Collected data:
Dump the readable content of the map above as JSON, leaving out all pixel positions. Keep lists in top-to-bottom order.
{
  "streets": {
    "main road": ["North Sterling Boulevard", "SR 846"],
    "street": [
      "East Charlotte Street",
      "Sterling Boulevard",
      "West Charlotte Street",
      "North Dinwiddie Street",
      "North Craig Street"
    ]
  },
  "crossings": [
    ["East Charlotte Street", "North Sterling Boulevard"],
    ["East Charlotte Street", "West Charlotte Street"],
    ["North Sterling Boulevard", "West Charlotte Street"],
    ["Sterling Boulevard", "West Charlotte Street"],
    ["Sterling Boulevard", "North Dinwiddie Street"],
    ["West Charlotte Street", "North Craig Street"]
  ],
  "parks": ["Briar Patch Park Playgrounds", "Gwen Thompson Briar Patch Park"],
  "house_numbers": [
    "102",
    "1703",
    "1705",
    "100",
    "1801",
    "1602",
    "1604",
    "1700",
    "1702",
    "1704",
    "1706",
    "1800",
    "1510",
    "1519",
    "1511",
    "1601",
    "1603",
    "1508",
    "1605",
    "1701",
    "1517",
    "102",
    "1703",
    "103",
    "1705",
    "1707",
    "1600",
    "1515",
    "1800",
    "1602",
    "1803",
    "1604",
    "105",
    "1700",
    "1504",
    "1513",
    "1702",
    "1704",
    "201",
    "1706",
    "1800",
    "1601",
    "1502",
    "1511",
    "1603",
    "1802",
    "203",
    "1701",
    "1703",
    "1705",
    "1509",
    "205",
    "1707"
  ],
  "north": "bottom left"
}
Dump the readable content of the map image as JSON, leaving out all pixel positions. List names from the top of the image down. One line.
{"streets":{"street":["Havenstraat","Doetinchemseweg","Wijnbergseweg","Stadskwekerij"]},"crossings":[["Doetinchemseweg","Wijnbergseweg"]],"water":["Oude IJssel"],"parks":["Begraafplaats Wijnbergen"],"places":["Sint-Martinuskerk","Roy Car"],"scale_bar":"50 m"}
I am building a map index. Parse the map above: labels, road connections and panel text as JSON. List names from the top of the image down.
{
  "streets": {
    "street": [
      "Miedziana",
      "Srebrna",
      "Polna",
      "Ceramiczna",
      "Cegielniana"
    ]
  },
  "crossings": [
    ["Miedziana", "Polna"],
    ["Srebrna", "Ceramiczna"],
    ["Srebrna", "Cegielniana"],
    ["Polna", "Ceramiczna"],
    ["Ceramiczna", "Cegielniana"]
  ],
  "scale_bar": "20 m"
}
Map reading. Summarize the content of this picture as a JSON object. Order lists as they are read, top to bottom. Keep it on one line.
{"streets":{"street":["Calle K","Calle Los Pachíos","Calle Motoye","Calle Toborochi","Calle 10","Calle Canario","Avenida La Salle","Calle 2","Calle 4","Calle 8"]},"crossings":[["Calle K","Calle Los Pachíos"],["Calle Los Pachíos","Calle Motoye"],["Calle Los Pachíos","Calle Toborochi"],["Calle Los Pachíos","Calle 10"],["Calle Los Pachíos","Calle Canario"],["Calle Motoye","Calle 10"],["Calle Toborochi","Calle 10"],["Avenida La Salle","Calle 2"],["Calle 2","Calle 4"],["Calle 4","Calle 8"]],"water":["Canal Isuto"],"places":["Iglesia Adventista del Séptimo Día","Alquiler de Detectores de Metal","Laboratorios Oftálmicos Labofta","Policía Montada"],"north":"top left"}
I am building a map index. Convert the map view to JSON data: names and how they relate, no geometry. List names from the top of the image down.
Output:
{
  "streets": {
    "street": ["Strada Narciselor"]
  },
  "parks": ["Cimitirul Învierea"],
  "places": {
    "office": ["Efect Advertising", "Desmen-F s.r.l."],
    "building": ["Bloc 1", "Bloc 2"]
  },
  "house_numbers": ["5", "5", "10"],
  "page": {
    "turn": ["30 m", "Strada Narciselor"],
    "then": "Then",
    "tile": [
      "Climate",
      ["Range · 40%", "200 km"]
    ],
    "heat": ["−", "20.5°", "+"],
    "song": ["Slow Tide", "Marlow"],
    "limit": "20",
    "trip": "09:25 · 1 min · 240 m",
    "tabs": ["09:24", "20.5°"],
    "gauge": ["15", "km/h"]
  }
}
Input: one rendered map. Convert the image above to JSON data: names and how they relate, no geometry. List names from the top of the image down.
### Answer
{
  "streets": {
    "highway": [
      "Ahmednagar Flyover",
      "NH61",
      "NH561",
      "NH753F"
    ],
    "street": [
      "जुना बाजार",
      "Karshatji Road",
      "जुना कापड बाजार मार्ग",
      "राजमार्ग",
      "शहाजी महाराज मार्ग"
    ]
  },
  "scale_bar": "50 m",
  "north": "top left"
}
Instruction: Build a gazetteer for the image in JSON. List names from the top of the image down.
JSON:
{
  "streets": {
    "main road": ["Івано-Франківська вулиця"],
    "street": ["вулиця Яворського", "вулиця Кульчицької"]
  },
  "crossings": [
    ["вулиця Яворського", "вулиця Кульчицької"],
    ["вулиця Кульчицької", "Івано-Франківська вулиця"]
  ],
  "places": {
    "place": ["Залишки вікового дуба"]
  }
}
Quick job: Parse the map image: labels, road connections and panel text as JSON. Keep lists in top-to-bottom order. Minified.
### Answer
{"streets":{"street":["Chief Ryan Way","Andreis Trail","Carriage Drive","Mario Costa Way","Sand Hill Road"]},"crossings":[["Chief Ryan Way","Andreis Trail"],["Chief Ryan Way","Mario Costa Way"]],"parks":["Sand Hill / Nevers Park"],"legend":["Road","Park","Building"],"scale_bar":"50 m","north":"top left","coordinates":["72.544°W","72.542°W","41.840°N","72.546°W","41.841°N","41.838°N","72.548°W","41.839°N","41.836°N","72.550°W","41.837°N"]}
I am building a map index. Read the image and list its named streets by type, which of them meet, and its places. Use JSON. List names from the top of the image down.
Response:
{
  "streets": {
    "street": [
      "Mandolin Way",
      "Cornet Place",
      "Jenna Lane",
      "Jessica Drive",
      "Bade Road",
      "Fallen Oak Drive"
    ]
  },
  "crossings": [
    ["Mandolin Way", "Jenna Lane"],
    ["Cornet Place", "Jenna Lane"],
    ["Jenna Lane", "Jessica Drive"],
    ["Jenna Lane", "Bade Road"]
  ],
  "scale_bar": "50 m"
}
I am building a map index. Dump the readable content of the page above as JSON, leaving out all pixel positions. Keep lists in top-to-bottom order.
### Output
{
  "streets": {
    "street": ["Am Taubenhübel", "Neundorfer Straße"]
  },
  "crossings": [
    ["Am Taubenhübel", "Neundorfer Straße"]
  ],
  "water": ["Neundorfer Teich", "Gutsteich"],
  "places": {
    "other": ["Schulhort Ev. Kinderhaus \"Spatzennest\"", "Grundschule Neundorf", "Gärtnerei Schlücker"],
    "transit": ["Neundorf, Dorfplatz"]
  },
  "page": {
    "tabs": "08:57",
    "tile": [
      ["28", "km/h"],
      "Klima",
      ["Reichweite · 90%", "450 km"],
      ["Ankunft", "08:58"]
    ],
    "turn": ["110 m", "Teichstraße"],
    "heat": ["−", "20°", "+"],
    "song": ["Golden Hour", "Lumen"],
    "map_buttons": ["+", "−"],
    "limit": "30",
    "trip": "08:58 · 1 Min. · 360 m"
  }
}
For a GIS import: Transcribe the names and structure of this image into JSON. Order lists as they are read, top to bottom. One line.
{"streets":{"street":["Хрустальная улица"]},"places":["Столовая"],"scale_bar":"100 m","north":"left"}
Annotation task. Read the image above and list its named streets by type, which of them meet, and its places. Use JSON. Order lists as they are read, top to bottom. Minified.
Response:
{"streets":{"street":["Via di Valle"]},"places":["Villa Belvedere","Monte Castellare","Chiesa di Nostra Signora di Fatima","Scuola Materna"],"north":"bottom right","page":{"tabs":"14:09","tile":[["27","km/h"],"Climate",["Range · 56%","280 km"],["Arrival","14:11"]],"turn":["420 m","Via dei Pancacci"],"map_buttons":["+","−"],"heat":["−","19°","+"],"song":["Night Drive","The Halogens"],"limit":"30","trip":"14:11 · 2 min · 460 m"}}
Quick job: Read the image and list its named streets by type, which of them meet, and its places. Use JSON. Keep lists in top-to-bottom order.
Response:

* PROBLEM DESCRIPTION *
Determine the number of lines above holding the string "them". Reply with it and nothing more.

* THE ANSWER *
3